最終話 モテる幼馴染みをもった私の苦労 3
最終話の最終話です。
あとがきは報告で! あと一話おまけ入ります。
「だいたいねぇ、そもそも間中がいけないのよ」
「だよねー」
りっちゃんとちぃちゃんによるしぃちゃんつるし上げの図。あえて私は傍観しようそうしよう。
「電波でキチガイの成金女なんかを無意識に引っかけて放置するし、かと思えば裏でその父スポンサーから引きずりおろそうとかしてるし」
「引きずりおろそうとしたのは松川先輩だ」
おっと、しぃちゃんから爆弾投下。りっちゃんの眉がピクリと上がった。
「……なんで楓くん?」
「その電波、松川先輩にもすり寄ってたんだと」
「……ほう」
ゆらり、とりっちゃんから陽炎が立ち上った。怒りのオーラですねこれ! りっちゃん激おこですね!
「松川センパイに色目つかうなんてー、死にたいのー?」
「ちぃちゃん、冗談に聞こえないよ?」
「冗談じゃないものー」
「なお悪くないか?」
「あたしじゃないしー?」
「なるほど!」
ちぃちゃんの言う通りだね! あのりっちゃん命の松川先輩によく立ち向かったね! ある意味勇者だね! 超おバカな方だけど。
ラスボス的な恐ろしさのりっちゃんは、しかし言葉のサンドバッグを打ち出す前に松川先輩に回収された。

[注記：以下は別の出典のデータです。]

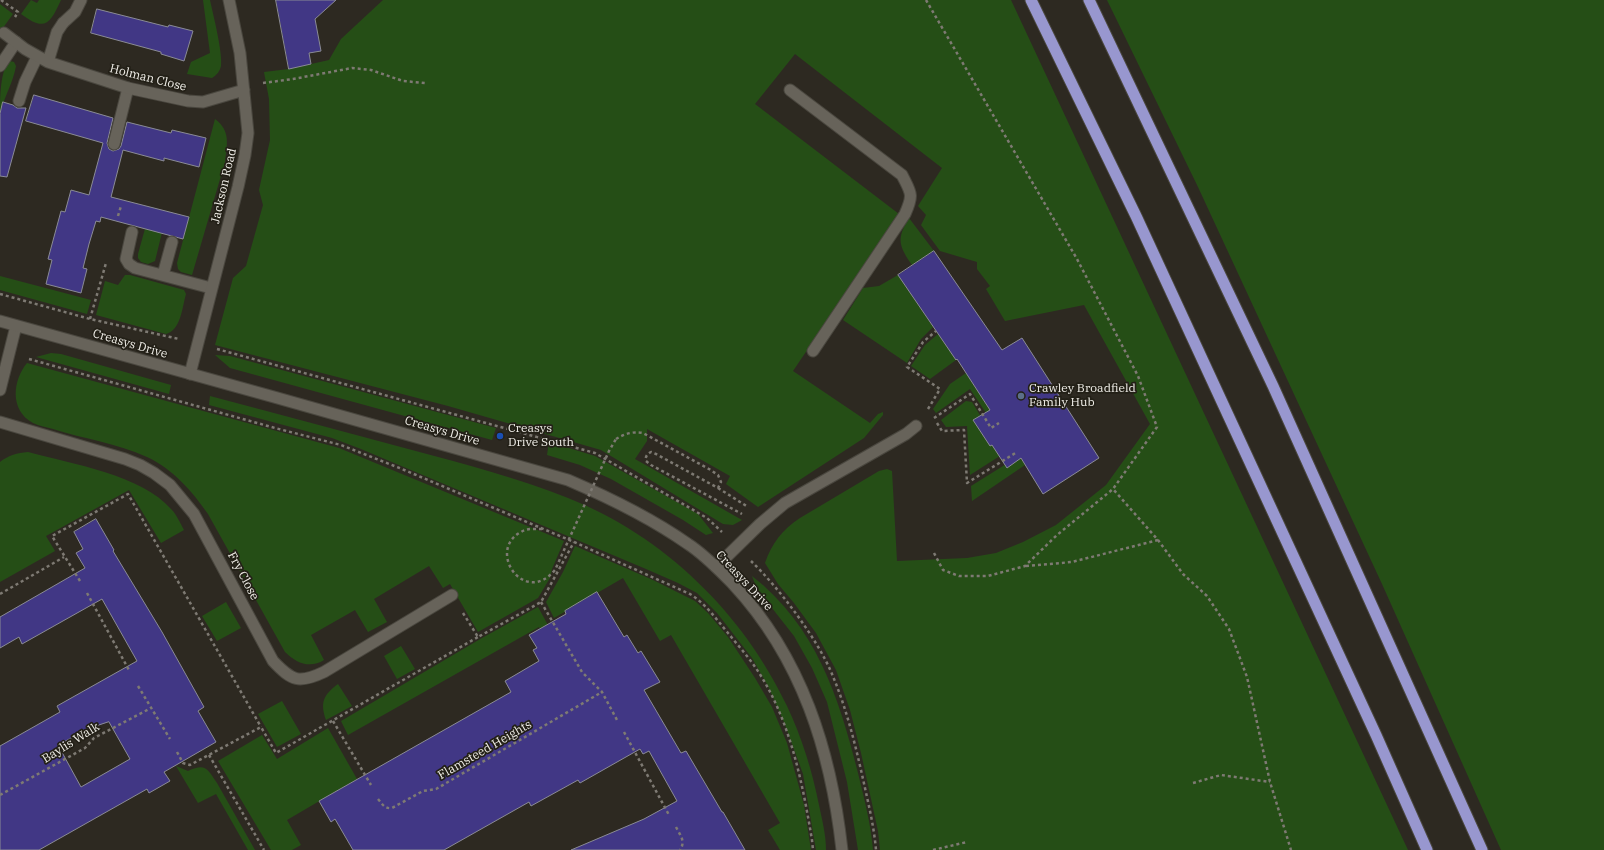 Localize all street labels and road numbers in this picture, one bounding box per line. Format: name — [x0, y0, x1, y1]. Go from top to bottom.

お姫さまだっこで連れ去られるか口封じ(物理。いわゆるちゅーで)のどっちがいい? いや、どっちもいやじゃ! をテンポよくやりあった後、やっぱり抱えられて部屋を出ていった。
松川先輩はその間一切黒髪女を見なかった。なんというか、ガン無視もしくはアウトオブ眼中。徹底してますねー。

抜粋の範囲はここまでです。